Les entreprises françaises qui opèrent majoritairement sur des marchés internationaux enregistrent de meilleurs résultats que les autres et entendent poursuivre leur développement à l’étranger en 2012. Pour celles qui n’ont pas encore franchi le cap de l’internationalisation, les principaux freins sont liés à l’immobilier et aux difficultés de faire le bon choix en matière de dirigeants.

L’immobilier perçu comme le principal frein à leur expansion à l’international
Pour 30 % des entreprises françaises, établir une présence physique (bureau) dans un pays étranger représente le plus grand obstacle à leur expansion internationale (32% au niveau mondial).
Les petites et moyennes entreprises sont les plus réticentes vis-à-vis de ce sujet : 32% et 33% d’entre elles, respectivement, partagent ce point de vue, contre seulement 18%  pour les grandes entreprises.
De même, l’étude révèle des disparités régionales : les entreprises parisiennes et niçoises sont 32% à percevoir l’immobilier comme la principale entrave à leur expansion à l’international, contre 24% des entreprises lyonnaises.

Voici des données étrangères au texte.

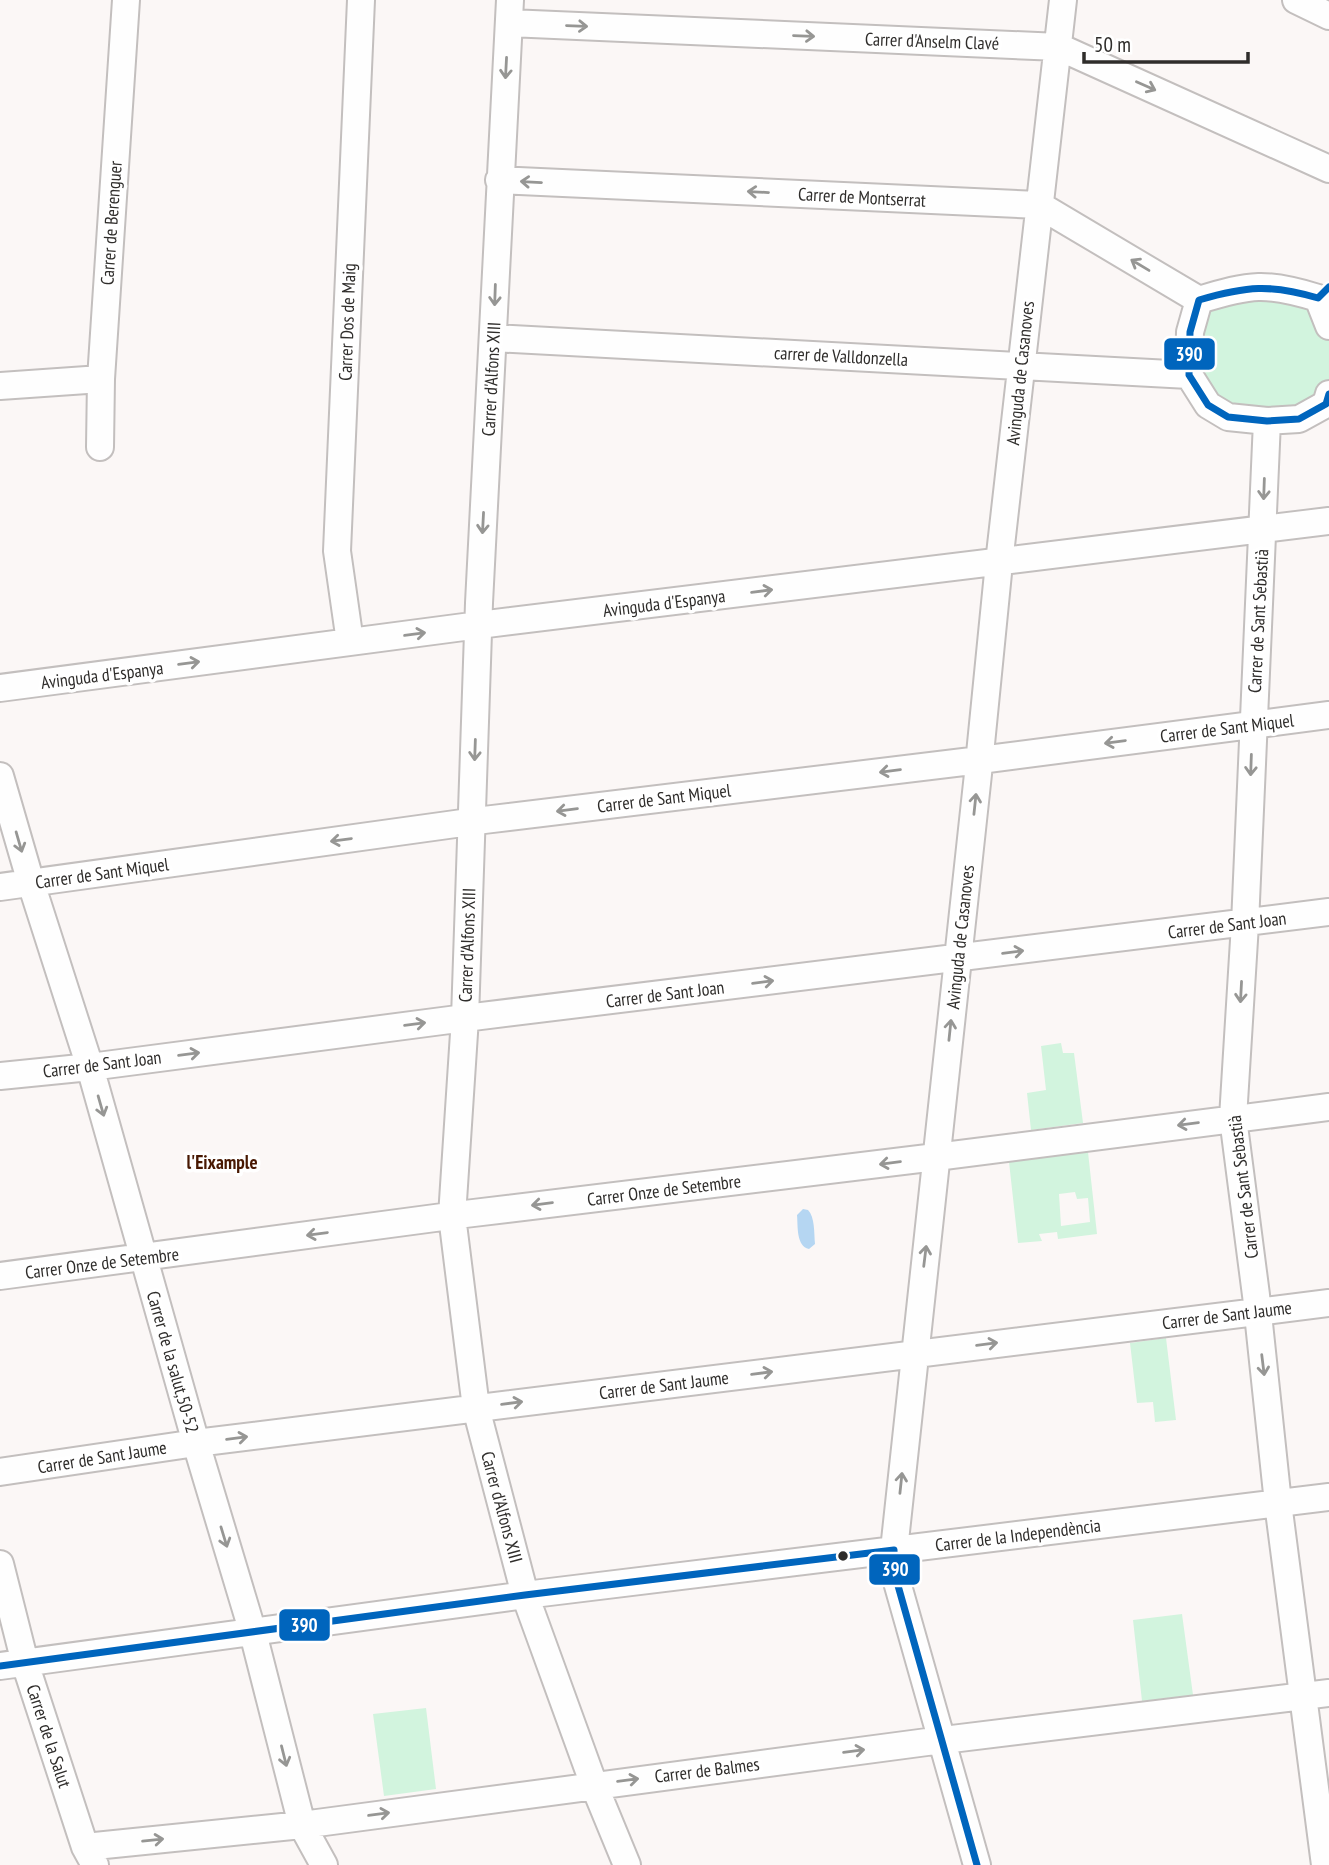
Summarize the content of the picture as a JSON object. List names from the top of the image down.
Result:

« La variable "immobilier" est perçue comme un des défis majeurs potentiels. Mais il peut être aisément surmonté, même pour des entreprises qui ont peu de visibilité sur l’avenir. Les espaces de travail flexibles sont en effet nombreux à travers le monde. les questions relatives au "personnel" doivent être, quant à elles, étudiées avec une extrême attention.  La nomination d'un responsable local ou d'un responsable provenant du pays d'origine constitue une décision cruciale et, nous en sommes persuadés, dépend fortement de la stratégie commerciale à adopter : soit une gestion par quelques distributeurs d'envergure, soit par un contact direct avec de nombreux clients. » conclut Frédéric Bleuse, Directeur Général France de Regus.

Méthodologie :
Plus de 12 000 entreprises, répartis dans une soixantaine de pays issues de la base de contacts internationale de Regus ont été interviewées en septembre 2011. Avec une base de plus d’un million de contacts, les études de Regus offrent une vision très réaliste de l’avis des managers et chefs d’entreprises dans le monde. Les chiffres de cette étude résultent de questions portant sur la perception qu’ont les collaborateurs de l’expansion à l’international. L’étude a été administrée et gérée par MarketingUK, une société indépendante.